Computational Inference of Pseudogene-LncRNA Intersects
Six initial intersects were completed, with each pseudogene file being intersected with each lncRNA file. This process was done using gene IDs to define separate entries. Only gene entries from file 1 with genomic spans at least partially overlapping any of the genomic spans of entries from file 2 are marked as intersecting. Intersects are then scored to quantitatively represent how well the two spans and the two sets of exons' genomic coordinates match. Each matching Gene ID and score is then added to the additional information section with the format: (matching gene ID:span to span score:relative orientation:exon vs. exon score; Figures 1, 2). For subsequent intersects, which require exon-to-exon overlaps as opposed to merely genomic-span overlaps, only exons from file 1 which directly matched with an exon from file 2 are maintained.

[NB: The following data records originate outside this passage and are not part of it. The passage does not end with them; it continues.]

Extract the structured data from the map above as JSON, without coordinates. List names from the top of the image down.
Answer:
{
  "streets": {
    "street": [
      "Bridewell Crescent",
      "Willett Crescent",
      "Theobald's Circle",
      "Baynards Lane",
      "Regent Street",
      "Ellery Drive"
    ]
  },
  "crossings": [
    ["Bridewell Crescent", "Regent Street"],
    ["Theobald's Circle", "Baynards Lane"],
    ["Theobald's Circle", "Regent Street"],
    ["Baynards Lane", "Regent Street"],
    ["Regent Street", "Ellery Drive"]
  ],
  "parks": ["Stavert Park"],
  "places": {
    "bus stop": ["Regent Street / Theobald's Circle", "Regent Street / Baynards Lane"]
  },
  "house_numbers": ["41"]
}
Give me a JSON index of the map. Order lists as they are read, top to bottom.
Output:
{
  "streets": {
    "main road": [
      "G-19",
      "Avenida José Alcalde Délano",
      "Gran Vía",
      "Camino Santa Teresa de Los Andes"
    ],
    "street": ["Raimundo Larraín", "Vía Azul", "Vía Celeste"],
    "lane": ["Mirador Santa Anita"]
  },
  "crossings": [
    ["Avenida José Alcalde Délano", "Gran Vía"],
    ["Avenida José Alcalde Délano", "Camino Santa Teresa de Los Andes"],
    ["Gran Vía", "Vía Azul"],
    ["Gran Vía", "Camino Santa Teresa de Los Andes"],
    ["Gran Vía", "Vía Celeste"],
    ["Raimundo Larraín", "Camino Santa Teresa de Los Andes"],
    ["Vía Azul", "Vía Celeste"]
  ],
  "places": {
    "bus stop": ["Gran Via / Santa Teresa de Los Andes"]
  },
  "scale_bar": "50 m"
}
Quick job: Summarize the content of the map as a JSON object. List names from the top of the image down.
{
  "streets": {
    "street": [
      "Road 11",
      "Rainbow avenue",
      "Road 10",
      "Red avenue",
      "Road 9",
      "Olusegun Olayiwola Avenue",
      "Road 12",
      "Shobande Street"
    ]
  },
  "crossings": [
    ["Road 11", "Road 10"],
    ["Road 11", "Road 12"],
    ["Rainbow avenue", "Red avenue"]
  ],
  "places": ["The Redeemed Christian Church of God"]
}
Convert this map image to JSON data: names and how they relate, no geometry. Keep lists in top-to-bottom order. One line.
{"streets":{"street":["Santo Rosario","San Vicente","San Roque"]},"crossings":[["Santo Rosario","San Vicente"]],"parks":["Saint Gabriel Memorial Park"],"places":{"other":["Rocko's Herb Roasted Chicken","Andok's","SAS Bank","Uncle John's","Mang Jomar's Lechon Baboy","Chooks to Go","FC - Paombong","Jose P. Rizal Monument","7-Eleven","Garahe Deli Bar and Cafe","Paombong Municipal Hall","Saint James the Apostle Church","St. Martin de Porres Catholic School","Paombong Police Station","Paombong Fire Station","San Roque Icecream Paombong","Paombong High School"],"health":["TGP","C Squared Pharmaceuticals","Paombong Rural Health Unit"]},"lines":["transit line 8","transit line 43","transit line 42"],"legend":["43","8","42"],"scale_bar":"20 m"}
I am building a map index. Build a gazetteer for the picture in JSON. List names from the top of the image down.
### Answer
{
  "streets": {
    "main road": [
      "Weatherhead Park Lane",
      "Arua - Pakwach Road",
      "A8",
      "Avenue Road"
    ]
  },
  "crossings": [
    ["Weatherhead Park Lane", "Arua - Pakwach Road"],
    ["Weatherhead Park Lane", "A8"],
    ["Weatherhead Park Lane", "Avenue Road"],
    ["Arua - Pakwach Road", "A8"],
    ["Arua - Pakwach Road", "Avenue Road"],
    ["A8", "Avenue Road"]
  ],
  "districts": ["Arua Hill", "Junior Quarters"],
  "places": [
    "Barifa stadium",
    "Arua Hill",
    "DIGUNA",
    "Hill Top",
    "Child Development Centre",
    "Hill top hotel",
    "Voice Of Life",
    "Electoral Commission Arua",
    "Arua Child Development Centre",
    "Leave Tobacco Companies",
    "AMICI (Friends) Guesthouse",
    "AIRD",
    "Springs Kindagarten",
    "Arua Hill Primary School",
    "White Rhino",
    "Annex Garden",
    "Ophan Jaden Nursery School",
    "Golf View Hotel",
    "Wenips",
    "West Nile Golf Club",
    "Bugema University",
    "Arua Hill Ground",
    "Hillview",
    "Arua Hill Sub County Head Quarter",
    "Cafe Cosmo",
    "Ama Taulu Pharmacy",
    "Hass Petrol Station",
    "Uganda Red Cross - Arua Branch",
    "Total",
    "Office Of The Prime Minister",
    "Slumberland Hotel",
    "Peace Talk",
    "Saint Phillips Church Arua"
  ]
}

Figure 1. Scoring formula for genomic-span overlaps. P1, proportion of gene 1′s span overlapping with gene 2′s span; P2, proportion of gene 2′s span overlapping with gene 1′s span; SS, Span Span overlap score.
Figure 2. Scoring formula for exon-to-exon overlaps. E1, Proportion of Exon within Gene 1 overlapping with Exon within Gene 2. E2, Proportion of Exon within Gene 2 overlapping with Exon within Gene 1; TE, Total number of unique exons from both genes; EE, Exon Exon overlap score.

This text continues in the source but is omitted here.